*TASK STATEMENT:*
Retype all of the entries precisely.

*AVAILABLE RECORDS:*
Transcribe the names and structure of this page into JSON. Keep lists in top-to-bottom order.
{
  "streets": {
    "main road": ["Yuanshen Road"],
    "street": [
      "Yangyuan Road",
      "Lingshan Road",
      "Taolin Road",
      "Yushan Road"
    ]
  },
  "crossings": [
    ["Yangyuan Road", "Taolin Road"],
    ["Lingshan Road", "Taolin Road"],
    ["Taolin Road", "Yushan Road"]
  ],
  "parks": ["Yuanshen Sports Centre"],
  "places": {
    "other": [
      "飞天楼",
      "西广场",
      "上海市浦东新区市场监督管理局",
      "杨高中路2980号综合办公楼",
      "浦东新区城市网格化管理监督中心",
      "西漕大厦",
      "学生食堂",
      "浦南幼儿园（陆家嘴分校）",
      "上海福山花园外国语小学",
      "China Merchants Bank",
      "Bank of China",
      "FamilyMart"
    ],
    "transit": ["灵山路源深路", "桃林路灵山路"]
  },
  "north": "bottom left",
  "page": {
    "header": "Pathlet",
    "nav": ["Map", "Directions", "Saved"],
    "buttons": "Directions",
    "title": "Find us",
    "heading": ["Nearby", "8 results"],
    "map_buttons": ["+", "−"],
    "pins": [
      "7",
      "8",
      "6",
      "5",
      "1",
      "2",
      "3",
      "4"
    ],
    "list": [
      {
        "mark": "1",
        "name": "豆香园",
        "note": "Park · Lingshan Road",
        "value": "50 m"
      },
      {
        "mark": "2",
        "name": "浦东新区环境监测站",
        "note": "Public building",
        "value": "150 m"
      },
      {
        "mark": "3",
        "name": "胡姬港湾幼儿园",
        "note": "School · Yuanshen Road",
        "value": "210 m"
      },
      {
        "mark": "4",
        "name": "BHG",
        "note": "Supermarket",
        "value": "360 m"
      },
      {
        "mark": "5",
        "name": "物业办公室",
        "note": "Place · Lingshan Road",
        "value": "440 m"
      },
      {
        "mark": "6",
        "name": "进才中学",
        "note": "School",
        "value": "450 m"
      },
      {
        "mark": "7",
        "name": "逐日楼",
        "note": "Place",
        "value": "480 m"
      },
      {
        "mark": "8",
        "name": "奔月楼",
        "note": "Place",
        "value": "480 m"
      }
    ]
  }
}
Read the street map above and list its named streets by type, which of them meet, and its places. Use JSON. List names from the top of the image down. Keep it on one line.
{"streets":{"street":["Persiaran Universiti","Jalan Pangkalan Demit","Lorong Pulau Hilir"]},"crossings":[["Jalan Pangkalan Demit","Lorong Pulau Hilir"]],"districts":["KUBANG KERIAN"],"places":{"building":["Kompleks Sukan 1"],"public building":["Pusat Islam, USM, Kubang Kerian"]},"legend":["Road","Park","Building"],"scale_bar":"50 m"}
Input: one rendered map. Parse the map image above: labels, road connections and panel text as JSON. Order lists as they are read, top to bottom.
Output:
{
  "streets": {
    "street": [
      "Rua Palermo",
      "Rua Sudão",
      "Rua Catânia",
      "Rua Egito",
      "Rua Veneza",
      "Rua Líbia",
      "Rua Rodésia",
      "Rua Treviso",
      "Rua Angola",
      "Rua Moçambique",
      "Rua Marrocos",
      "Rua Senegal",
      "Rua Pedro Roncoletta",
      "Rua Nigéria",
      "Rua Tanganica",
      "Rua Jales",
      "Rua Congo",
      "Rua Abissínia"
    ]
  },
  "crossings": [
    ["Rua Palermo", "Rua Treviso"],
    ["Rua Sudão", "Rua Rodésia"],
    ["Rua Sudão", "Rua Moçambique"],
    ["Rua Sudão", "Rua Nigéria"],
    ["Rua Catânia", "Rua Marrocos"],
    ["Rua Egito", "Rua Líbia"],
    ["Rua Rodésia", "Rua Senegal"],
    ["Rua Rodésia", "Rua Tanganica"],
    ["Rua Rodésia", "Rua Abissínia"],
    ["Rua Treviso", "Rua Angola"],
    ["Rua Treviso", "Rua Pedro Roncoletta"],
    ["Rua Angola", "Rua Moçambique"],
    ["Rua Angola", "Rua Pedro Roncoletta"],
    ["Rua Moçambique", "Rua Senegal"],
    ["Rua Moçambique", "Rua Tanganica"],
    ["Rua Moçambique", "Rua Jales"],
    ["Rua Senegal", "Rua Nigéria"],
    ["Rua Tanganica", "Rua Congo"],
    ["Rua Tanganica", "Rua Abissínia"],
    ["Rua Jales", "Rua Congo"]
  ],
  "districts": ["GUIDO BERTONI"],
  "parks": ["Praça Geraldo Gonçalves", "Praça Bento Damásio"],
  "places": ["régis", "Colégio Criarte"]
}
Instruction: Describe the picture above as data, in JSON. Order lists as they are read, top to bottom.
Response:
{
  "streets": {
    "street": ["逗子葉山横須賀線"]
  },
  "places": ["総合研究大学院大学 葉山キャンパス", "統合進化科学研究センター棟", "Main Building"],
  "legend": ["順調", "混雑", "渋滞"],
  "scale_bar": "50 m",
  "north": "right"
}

*ANSWER FOR THE TASK:*
Transcribe the names and structure of this page into JSON. Keep lists in top-to-bottom order.
{
  "streets": {
    "main road": ["Yuanshen Road"],
    "street": [
      "Yangyuan Road",
      "Lingshan Road",
      "Taolin Road",
      "Yushan Road"
    ]
  },
  "crossings": [
    ["Yangyuan Road", "Taolin Road"],
    ["Lingshan Road", "Taolin Road"],
    ["Taolin Road", "Yushan Road"]
  ],
  "parks": ["Yuanshen Sports Centre"],
  "places": {
    "other": [
      "飞天楼",
      "西广场",
      "上海市浦东新区市场监督管理局",
      "杨高中路2980号综合办公楼",
      "浦东新区城市网格化管理监督中心",
      "西漕大厦",
      "学生食堂",
      "浦南幼儿园（陆家嘴分校）",
      "上海福山花园外国语小学",
      "China Merchants Bank",
      "Bank of China",
      "FamilyMart"
    ],
    "transit": ["灵山路源深路", "桃林路灵山路"]
  },
  "north": "bottom left",
  "page": {
    "header": "Pathlet",
    "nav": ["Map", "Directions", "Saved"],
    "buttons": "Directions",
    "title": "Find us",
    "heading": ["Nearby", "8 results"],
    "map_buttons": ["+", "−"],
    "pins": [
      "7",
      "8",
      "6",
      "5",
      "1",
      "2",
      "3",
      "4"
    ],
    "list": [
      {
        "mark": "1",
        "name": "豆香园",
        "note": "Park · Lingshan Road",
        "value": "50 m"
      },
      {
        "mark": "2",
        "name": "浦东新区环境监测站",
        "note": "Public building",
        "value": "150 m"
      },
      {
        "mark": "3",
        "name": "胡姬港湾幼儿园",
        "note": "School · Yuanshen Road",
        "value": "210 m"
      },
      {
        "mark": "4",
        "name": "BHG",
        "note": "Supermarket",
        "value": "360 m"
      },
      {
        "mark": "5",
        "name": "物业办公室",
        "note": "Place · Lingshan Road",
        "value": "440 m"
      },
      {
        "mark": "6",
        "name": "进才中学",
        "note": "School",
        "value": "450 m"
      },
      {
        "mark": "7",
        "name": "逐日楼",
        "note": "Place",
        "value": "480 m"
      },
      {
        "mark": "8",
        "name": "奔月楼",
        "note": "Place",
        "value": "480 m"
      }
    ]
  }
}
Read the street map above and list its named streets by type, which of them meet, and its places. Use JSON. List names from the top of the image down. Keep it on one line.
{"streets":{"street":["Persiaran Universiti","Jalan Pangkalan Demit","Lorong Pulau Hilir"]},"crossings":[["Jalan Pangkalan Demit","Lorong Pulau Hilir"]],"districts":["KUBANG KERIAN"],"places":{"building":["Kompleks Sukan 1"],"public building":["Pusat Islam, USM, Kubang Kerian"]},"legend":["Road","Park","Building"],"scale_bar":"50 m"}
Input: one rendered map. Parse the map image above: labels, road connections and panel text as JSON. Order lists as they are read, top to bottom.
Output:
{
  "streets": {
    "street": [
      "Rua Palermo",
      "Rua Sudão",
      "Rua Catânia",
      "Rua Egito",
      "Rua Veneza",
      "Rua Líbia",
      "Rua Rodésia",
      "Rua Treviso",
      "Rua Angola",
      "Rua Moçambique",
      "Rua Marrocos",
      "Rua Senegal",
      "Rua Pedro Roncoletta",
      "Rua Nigéria",
      "Rua Tanganica",
      "Rua Jales",
      "Rua Congo",
      "Rua Abissínia"
    ]
  },
  "crossings": [
    ["Rua Palermo", "Rua Treviso"],
    ["Rua Sudão", "Rua Rodésia"],
    ["Rua Sudão", "Rua Moçambique"],
    ["Rua Sudão", "Rua Nigéria"],
    ["Rua Catânia", "Rua Marrocos"],
    ["Rua Egito", "Rua Líbia"],
    ["Rua Rodésia", "Rua Senegal"],
    ["Rua Rodésia", "Rua Tanganica"],
    ["Rua Rodésia", "Rua Abissínia"],
    ["Rua Treviso", "Rua Angola"],
    ["Rua Treviso", "Rua Pedro Roncoletta"],
    ["Rua Angola", "Rua Moçambique"],
    ["Rua Angola", "Rua Pedro Roncoletta"],
    ["Rua Moçambique", "Rua Senegal"],
    ["Rua Moçambique", "Rua Tanganica"],
    ["Rua Moçambique", "Rua Jales"],
    ["Rua Senegal", "Rua Nigéria"],
    ["Rua Tanganica", "Rua Congo"],
    ["Rua Tanganica", "Rua Abissínia"],
    ["Rua Jales", "Rua Congo"]
  ],
  "districts": ["GUIDO BERTONI"],
  "parks": ["Praça Geraldo Gonçalves", "Praça Bento Damásio"],
  "places": ["régis", "Colégio Criarte"]
}
Instruction: Describe the picture above as data, in JSON. Order lists as they are read, top to bottom.
Response:
{
  "streets": {
    "street": ["逗子葉山横須賀線"]
  },
  "places": ["総合研究大学院大学 葉山キャンパス", "統合進化科学研究センター棟", "Main Building"],
  "legend": ["順調", "混雑", "渋滞"],
  "scale_bar": "50 m",
  "north": "right"
}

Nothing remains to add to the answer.